| AIM OF THE EXERCISE |
Wherever a line in the data holds the word "Padre", pull that line out.

[[ DATASET RECORDS, beginning ]]

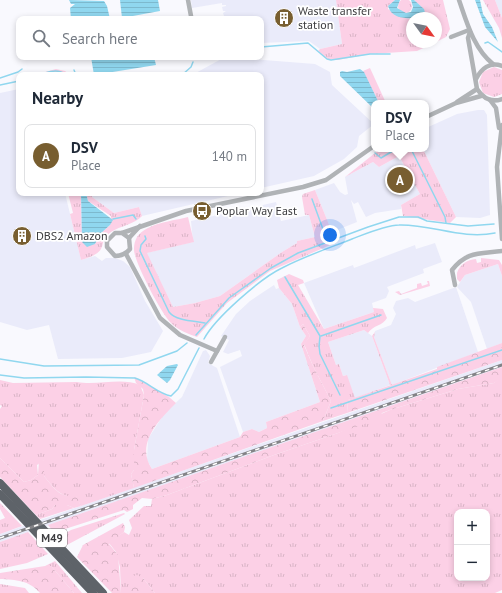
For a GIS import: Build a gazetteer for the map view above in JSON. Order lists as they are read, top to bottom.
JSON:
{
  "streets": {
    "highway": ["M49"]
  },
  "places": {
    "building": ["Waste transfer station", "DBS2 Amazon"],
    "bus stop": ["Poplar Way East"]
  },
  "north": "bottom right",
  "page": {
    "search": "Search here",
    "heading": "Nearby",
    "popup": ["DSV", "Place"],
    "list": [
      {
        "mark": "A",
        "name": "DSV",
        "note": "Place",
        "value": "140 m"
      }
    ],
    "pins": "A",
    "map_buttons": ["+", "−"]
  }
}
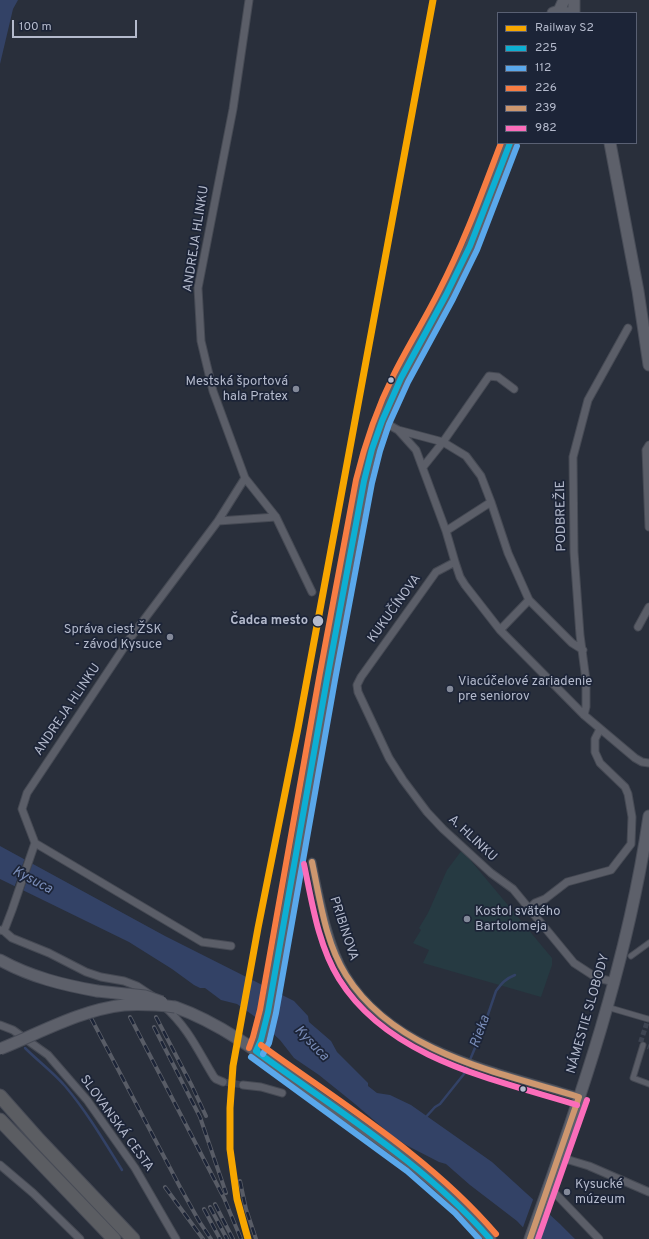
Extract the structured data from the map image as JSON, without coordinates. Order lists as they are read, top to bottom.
{
  "streets": {
    "main road": ["NÁMESTIE SLOBODY"],
    "street": [
      "ANDREJA HLINKU",
      "PODBREŽIE",
      "KUKUČÍNOVA",
      "A. HLINKU",
      "PRIBINOVA",
      "SLOVANSKÁ CESTA"
    ]
  },
  "crossings": [
    ["KUKUČÍNOVA", "A. HLINKU"],
    ["A. HLINKU", "NÁMESTIE SLOBODY"],
    ["PRIBINOVA", "NÁMESTIE SLOBODY"]
  ],
  "water": ["Kysuca", "Rieka"],
  "places": [
    "Mestská športová hala Pratex",
    "Čadca mesto",
    "Správa ciest ŽSK - závod Kysuce",
    "Viacúčelové zariadenie pre seniorov",
    "Kostol svätého Bartolomeja",
    "Kysucké múzeum"
  ],
  "lines": [
    "rail line S2",
    "transit line 225",
    "transit line 226",
    "transit line 112",
    "transit line 239",
    "transit line 982"
  ],
  "legend": [
    "Railway S2",
    "225",
    "112",
    "226",
    "239",
    "982"
  ],
  "scale_bar": "100 m"
}
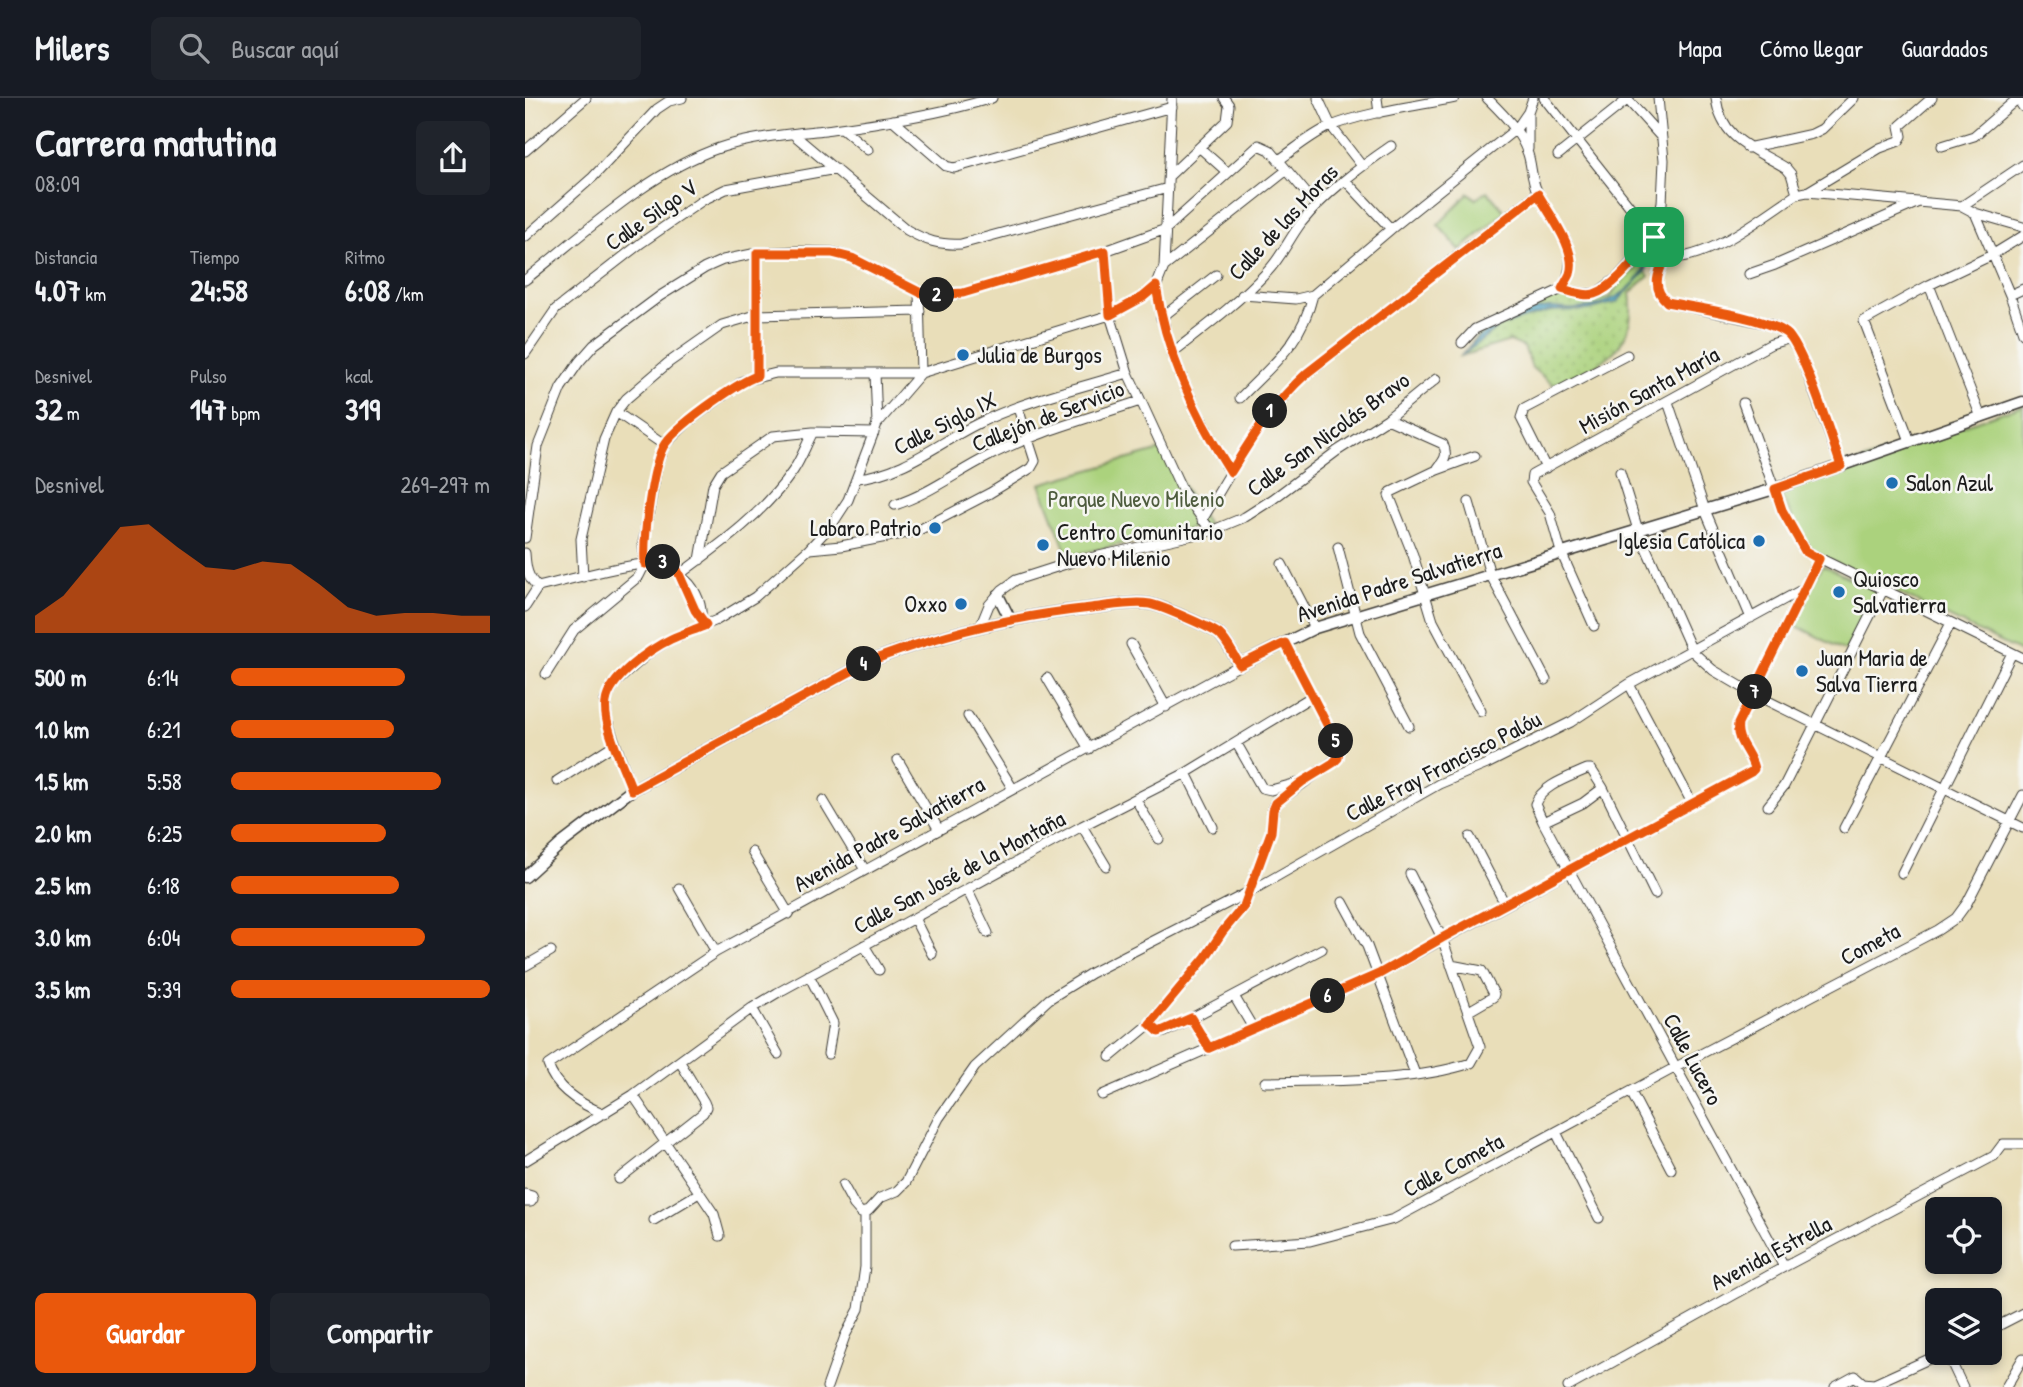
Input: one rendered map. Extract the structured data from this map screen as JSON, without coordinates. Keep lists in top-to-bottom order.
{
  "streets": {
    "main road": ["Avenida Padre Salvatierra"],
    "street": [
      "Calle Silgo V",
      "Calle de las Moras",
      "Misión Santa María",
      "Callejón de Servicio",
      "Calle Siglo IX",
      "Calle San Nicolás Bravo",
      "Calle Fray Francisco Palóu",
      "Calle San José de la Montaña",
      "Cometa",
      "Calle Lucero",
      "Calle Cometa",
      "Avenida Estrella"
    ]
  },
  "crossings": [
    ["Misión Santa María", "Avenida Padre Salvatierra"],
    ["Avenida Padre Salvatierra", "Calle San José de la Montaña"],
    ["Cometa", "Calle Lucero"],
    ["Cometa", "Calle Cometa"],
    ["Calle Lucero", "Calle Cometa"],
    ["Calle Lucero", "Avenida Estrella"]
  ],
  "parks": ["Parque Nuevo Milenio"],
  "places": [
    "Julia de Burgos",
    "Salon Azul",
    "Labaro Patrio",
    "Iglesia Católica",
    "Centro Comunitario Nuevo Milenio",
    "Quiosco Salvatierra",
    "Oxxo",
    "Juan Maria de Salva Tierra"
  ],
  "page": {
    "header": "Milers",
    "search": "Buscar aquí",
    "nav": ["Mapa", "Cómo llegar", "Guardados"],
    "heading": ["Carrera matutina", "08:09"],
    "stats": [
      ["Distancia", "4.07 km"],
      ["Tiempo", "24:58"],
      ["Ritmo", "6:08 /km"],
      ["Desnivel", "32 m"],
      ["Pulso", "147 bpm"],
      ["kcal", "319"]
    ],
    "pins": [
      "2",
      "1",
      "3",
      "4",
      "7",
      "5",
      "6"
    ],
    "chart": ["Desnivel", "269–297 m"],
    "list": [
      {
        "name": "500 m",
        "note": "6:14"
      },
      {
        "name": "1.0 km",
        "note": "6:21"
      },
      {
        "name": "1.5 km",
        "note": "5:58"
      },
      {
        "name": "2.0 km",
        "note": "6:25"
      },
      {
        "name": "2.5 km",
        "note": "6:18"
      },
      {
        "name": "3.0 km",
        "note": "6:04"
      },
      {
        "name": "3.5 km",
        "note": "5:39"
      }
    ],
    "buttons": ["Guardar", "Compartir"]
  }
}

[[ DATASET RECORDS, end ]]

| FINISHED EXERCISE |
    "main road": ["Avenida Padre Salvatierra"],
    ["Misión Santa María", "Avenida Padre Salvatierra"],
    ["Avenida Padre Salvatierra", "Calle San José de la Montaña"],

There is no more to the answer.